About Warren W. Wiersbe
Warren W. Wiersbe is the Distinguished Professor of Preaching at Grand Rapids Baptist Seminary, and is the author of more than 100 books. Billy Graham calls him “one of the greatest Bible expositors of our generation.” Interestingly, Warren’s earliest works had nothing to do with scriptural interpretation. His interest was in magic, and his first published title was Action with Cards (1944).
“It was sort of imbecilic for a fifteen-year-old amateur magician to have the audacity to write a book and send it to one of the nation’s leading magic houses,” Warren says. But having a total of three books published by the L.L. Ireland Magic Company—before the age of 20—gave him a surge of confidence. In later years, he applied his confidence and writing talent to the Youth for Christ (YFC) ministry.
Warren wrote many articles and guidebooks for YFC over a three-year period, but not all his manuscripts were seen by the public eye. One effort in particular, The Life I Now Live, based on Galatians 2:20, was never published. The reason, Warren explains with his characteristic humor, is simple: it was “a terrible book…Whenever I want to aggravate my wife, all I have to say is, ‘I think I’ll get out that Galatians 2:20 manuscript and work on it.’” Fortunately, Warren’s good manuscripts far outnumbered the “terrible” ones, and he was eventually hired by Moody Press to write three books.
The much-sought-after author then moved on to writing books for Calvary Baptist Church. It was during his ten years at Calvary that Expository Outlines on the New Testament and Expository Outlines on the Old Testament took shape. These two works later became the foundation of Warren’s widely popular Bible studies known as the Be series, featuring such titles as Be Loyal (a study on Matthew) and Be Delivered (a study on Exodus).

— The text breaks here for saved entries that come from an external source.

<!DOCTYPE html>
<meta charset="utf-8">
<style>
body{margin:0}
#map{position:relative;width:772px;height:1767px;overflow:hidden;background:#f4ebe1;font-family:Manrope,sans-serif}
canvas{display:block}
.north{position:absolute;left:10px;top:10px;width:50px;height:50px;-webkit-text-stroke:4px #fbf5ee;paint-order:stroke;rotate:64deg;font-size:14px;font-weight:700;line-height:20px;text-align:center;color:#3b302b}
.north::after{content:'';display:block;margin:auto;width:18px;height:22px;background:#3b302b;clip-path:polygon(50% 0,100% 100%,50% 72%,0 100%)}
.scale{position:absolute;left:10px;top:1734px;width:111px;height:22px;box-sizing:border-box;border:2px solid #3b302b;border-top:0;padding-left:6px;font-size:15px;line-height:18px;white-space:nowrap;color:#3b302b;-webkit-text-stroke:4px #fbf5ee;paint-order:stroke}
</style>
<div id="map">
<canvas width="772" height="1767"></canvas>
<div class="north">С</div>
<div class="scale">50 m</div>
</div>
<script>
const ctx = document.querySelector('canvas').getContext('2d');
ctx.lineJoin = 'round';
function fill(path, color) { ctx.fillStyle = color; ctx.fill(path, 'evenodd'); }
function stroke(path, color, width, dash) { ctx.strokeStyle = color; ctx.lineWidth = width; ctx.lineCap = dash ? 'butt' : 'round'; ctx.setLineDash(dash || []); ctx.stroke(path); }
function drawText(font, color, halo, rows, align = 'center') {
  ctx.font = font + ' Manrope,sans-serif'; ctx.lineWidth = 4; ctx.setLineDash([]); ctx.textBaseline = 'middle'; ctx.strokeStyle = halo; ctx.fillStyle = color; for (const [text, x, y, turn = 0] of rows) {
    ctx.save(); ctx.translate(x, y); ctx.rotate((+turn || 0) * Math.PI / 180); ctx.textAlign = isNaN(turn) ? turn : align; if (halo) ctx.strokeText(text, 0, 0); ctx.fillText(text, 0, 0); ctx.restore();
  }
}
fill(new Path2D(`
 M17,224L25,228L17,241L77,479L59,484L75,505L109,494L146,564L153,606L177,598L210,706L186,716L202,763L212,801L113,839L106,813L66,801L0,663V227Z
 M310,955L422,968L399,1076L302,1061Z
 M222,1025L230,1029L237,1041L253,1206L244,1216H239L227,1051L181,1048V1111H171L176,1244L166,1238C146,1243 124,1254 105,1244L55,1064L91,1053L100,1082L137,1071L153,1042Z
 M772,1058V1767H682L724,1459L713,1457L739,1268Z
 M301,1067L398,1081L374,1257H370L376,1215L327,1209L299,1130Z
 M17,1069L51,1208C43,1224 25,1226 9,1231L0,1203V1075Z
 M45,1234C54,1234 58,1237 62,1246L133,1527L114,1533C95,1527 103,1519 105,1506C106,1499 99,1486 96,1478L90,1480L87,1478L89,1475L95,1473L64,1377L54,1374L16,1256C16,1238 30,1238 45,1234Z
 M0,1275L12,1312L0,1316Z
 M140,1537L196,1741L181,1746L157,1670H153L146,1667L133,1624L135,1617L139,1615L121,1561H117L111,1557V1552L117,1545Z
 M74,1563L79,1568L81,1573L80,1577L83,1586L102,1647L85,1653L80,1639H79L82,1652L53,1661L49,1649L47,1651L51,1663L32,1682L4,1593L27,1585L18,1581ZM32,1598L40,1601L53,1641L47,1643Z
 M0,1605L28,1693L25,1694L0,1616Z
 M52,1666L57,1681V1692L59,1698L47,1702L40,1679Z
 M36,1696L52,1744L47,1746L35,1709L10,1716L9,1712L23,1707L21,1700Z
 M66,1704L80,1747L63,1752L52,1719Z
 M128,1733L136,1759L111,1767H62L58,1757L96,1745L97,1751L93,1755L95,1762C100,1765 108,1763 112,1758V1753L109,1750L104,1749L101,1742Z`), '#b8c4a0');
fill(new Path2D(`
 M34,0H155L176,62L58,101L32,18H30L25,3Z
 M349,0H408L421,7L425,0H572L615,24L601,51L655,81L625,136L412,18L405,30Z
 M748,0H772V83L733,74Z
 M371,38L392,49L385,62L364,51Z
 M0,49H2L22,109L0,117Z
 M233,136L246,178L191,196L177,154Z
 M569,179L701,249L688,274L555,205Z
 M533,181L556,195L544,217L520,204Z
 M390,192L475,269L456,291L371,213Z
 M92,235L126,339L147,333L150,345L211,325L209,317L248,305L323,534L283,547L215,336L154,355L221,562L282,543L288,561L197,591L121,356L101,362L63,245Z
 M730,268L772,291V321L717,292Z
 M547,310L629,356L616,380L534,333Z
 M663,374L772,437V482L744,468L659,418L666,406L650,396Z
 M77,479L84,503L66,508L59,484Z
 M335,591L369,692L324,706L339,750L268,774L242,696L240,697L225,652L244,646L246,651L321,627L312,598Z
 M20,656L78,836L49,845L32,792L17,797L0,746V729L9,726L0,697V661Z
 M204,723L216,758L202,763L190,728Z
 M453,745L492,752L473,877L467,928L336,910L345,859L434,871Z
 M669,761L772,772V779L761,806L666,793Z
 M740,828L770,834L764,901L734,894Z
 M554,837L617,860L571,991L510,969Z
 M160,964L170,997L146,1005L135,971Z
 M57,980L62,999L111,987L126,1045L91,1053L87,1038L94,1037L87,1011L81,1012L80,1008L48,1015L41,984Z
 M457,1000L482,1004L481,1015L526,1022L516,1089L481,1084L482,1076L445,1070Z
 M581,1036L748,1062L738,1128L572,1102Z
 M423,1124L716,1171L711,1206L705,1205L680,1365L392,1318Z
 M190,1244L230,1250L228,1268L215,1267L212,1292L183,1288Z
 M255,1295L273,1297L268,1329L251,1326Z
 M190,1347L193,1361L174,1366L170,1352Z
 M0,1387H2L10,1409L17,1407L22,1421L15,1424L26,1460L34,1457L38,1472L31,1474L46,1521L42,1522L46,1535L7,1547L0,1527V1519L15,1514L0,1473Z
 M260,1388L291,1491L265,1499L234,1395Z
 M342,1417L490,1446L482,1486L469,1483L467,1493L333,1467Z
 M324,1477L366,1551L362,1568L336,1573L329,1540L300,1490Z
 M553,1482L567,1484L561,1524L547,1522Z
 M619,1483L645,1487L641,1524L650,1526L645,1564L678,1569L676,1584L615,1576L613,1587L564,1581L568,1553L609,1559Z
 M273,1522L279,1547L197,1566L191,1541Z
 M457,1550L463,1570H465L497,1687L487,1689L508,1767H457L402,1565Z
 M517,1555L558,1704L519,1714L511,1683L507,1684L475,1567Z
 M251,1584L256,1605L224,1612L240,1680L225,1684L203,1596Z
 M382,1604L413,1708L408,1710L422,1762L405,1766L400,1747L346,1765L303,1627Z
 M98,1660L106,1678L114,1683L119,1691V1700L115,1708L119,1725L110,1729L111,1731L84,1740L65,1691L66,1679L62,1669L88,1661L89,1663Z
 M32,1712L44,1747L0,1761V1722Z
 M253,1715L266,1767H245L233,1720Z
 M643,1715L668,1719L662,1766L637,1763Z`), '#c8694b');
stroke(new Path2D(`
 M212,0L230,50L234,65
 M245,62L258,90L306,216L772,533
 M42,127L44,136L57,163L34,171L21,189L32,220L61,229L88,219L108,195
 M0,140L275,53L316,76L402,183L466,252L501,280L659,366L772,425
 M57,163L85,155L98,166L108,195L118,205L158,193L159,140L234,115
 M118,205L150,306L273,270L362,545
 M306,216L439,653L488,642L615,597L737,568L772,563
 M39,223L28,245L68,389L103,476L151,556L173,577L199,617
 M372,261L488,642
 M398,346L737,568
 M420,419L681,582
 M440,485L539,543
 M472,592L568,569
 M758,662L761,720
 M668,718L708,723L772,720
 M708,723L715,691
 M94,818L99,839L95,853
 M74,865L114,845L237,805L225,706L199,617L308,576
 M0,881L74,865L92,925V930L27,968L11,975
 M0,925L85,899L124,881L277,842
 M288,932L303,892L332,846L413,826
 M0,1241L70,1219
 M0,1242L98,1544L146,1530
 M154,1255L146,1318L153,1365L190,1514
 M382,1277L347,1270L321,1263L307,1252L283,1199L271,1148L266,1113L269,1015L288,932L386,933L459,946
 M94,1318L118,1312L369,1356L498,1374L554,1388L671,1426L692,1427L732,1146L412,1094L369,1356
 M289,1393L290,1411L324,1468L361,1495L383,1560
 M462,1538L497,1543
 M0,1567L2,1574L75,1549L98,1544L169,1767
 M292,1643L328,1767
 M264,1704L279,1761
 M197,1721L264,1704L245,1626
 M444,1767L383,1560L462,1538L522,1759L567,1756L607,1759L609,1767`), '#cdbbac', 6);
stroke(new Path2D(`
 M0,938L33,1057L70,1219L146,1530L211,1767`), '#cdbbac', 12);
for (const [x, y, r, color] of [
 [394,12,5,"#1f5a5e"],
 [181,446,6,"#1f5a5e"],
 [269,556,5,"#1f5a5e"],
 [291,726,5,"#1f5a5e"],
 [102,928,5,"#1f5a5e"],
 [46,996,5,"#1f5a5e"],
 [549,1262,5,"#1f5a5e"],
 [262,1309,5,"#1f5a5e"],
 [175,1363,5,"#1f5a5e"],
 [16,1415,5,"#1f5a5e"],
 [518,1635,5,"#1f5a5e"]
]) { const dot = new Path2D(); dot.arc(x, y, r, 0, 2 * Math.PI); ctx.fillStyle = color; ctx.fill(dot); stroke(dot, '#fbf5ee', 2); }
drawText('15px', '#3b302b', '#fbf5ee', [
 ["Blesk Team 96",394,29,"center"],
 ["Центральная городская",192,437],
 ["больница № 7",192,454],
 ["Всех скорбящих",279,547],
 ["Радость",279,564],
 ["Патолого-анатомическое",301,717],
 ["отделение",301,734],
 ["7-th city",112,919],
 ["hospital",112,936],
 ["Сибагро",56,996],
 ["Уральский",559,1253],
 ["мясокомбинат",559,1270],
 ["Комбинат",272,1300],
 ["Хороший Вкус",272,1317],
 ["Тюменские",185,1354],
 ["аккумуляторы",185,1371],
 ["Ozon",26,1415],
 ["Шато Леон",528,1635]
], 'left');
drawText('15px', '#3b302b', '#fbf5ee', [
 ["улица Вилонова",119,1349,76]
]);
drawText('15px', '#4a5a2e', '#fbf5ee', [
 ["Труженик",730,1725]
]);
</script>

Several of these books have been translated into Spanish.
His next avenue of ministry was Chicago’s Moody Memorial Church, where he served for seven years. He wrote nearly 20 books at Moody before moving to Lincoln, Nebraska, where he and his wife, Betty, now live. Prior to relocating, he had been the senior pastor of Moody Church, a teacher at Trinity Evangelical Divinity School, and a producer of the Back to the Bible radio program.
During all these years of ministry, Warren held many more posts and took part in other projects too numerous to mention. His accomplishments are extensive, and his catalog of biblical works is indeed impressive and far-reaching (many of his books have been translated into other languages). But Warren has no intention of slowing down any time soon, as he readily explains: “I don’t like it when people ask me how I’m enjoying my ‘retirement,’ because I’m still a very busy person who is not yet living on Social Security or a pension. Since my leaving Back to the Bible, at least a dozen books have been published, and the Lord willing, more are on the way.”
Wiersbe’s recent books include Your Next Miracle, The 20 Essential Qualities of a Child of God, Classic Sermons on the Fruit of the Spirit, Classic Sermons on Jesus the Shepherd, Key Words of the Christian Life, Lonely People, A Gallery of Grace, Real Peace: Freedom and Conscience in the Christian Life, and On Being a Leader for God.